[Start of Attachment]

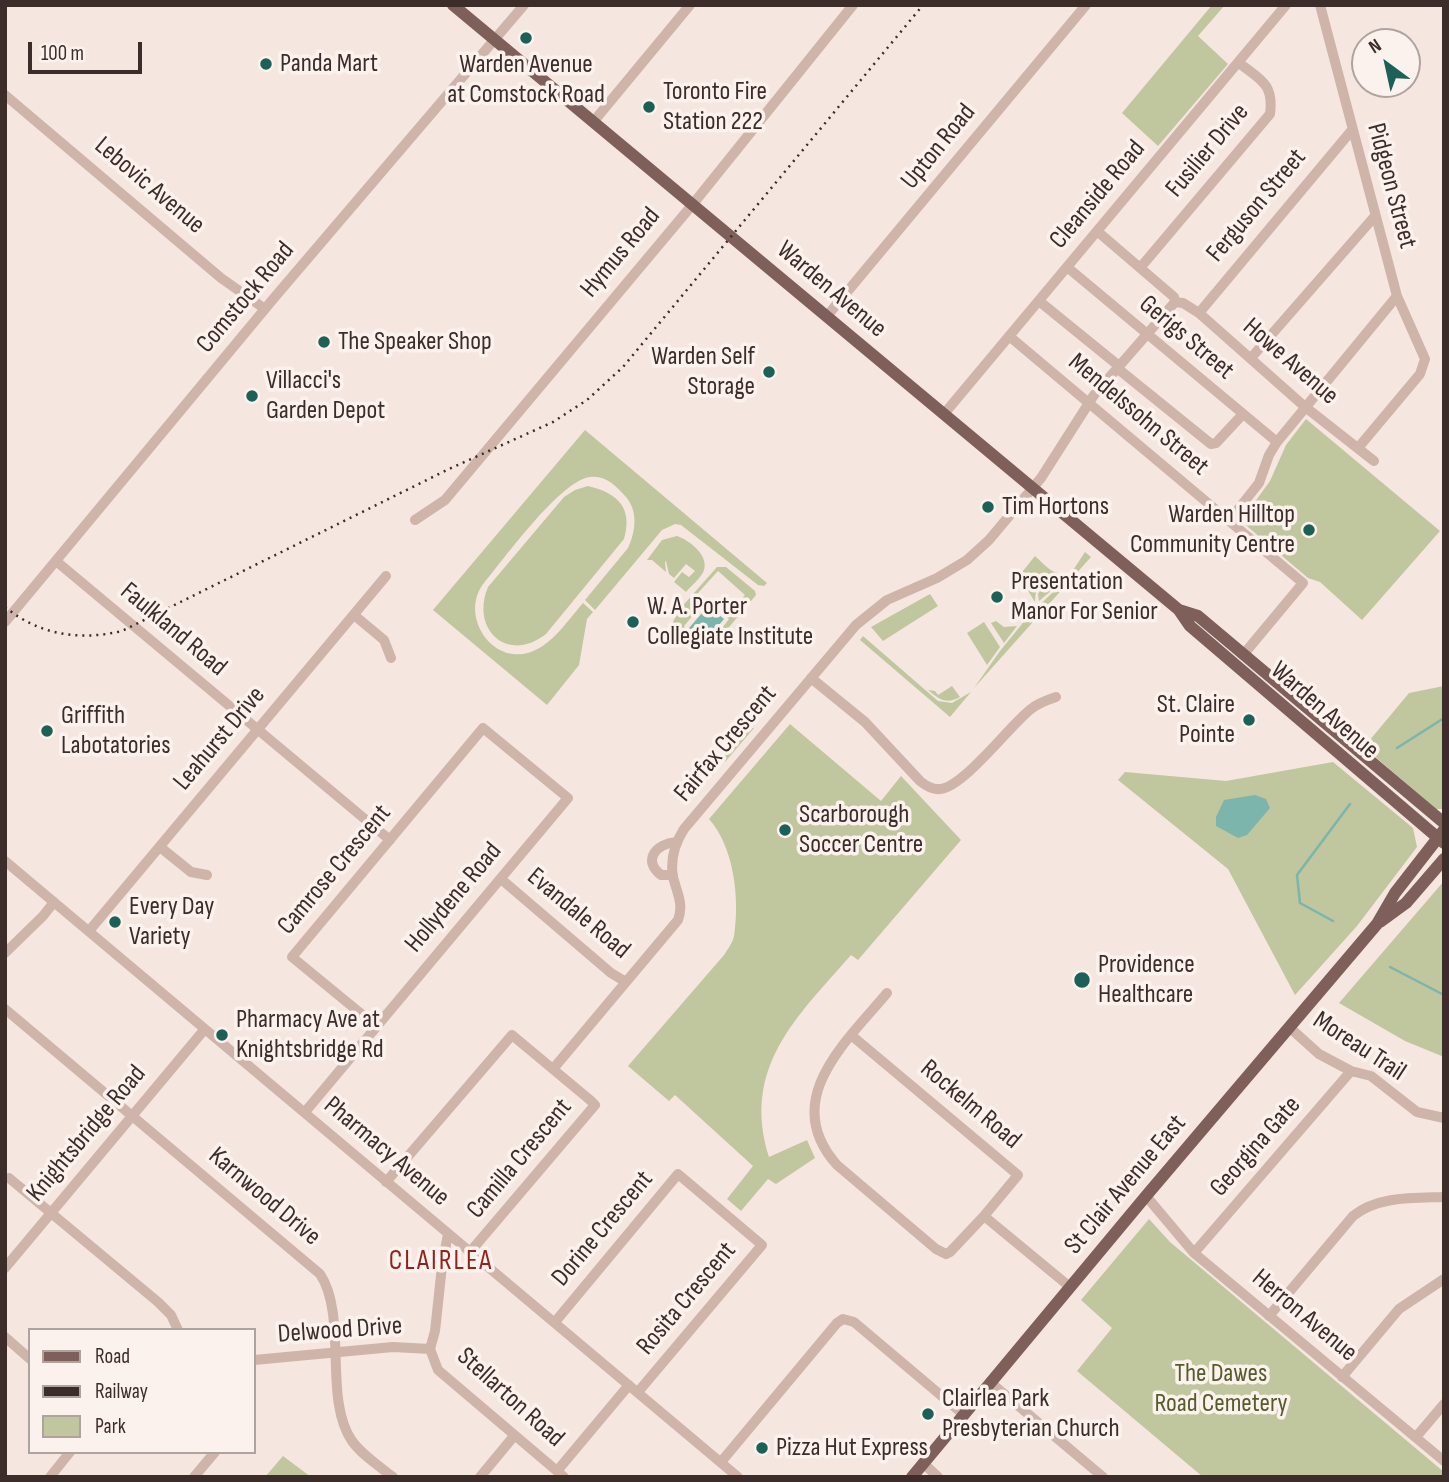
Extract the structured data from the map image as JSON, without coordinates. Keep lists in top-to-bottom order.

[End of Attachment]
[Start of Attachment]

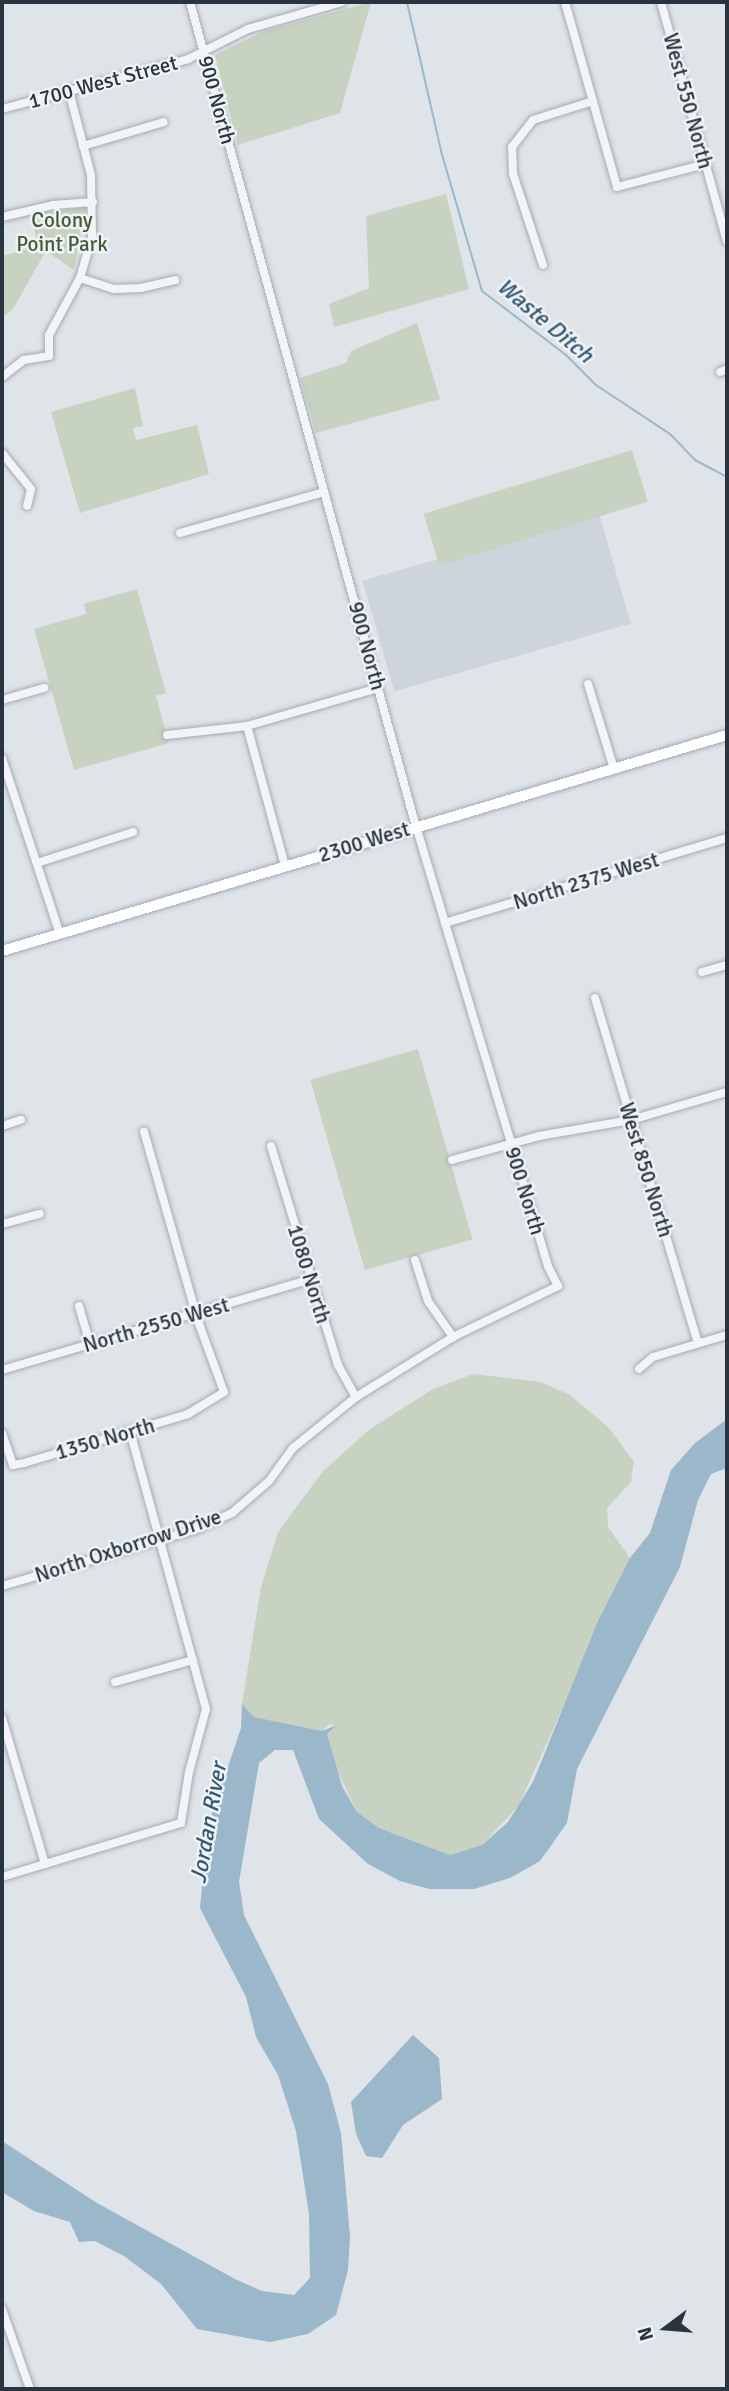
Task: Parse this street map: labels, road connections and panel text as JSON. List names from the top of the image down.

[End of Attachment]
[Start of Attachment]

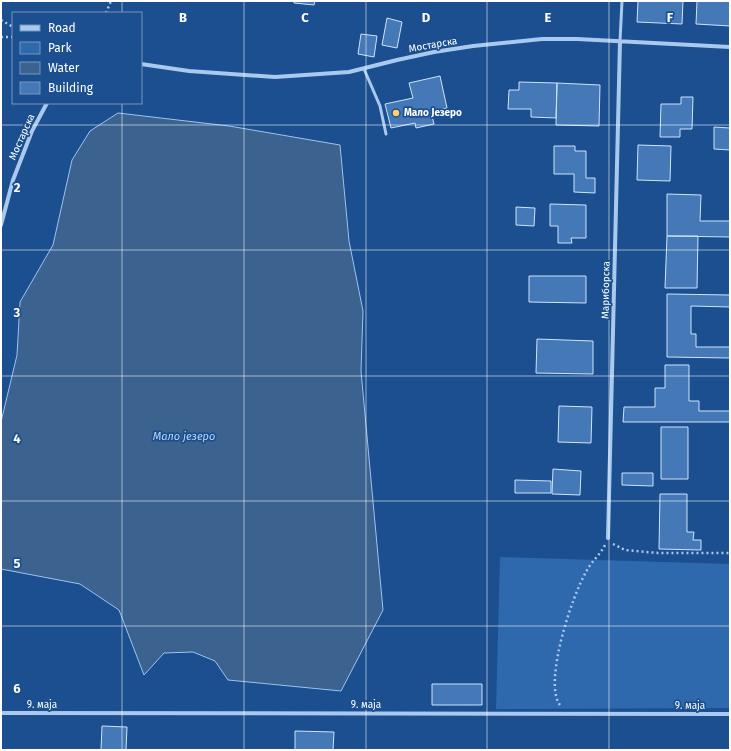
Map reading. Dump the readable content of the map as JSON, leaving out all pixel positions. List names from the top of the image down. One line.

[End of Attachment]

* Task *
The required output is every line above that contains the string "down".

* Solution to this problem *
Task: Parse this street map: labels, road connections and panel text as JSON. List names from the top of the image down.
Map reading. Dump the readable content of the map as JSON, leaving out all pixel positions. List names from the top of the image down. One line.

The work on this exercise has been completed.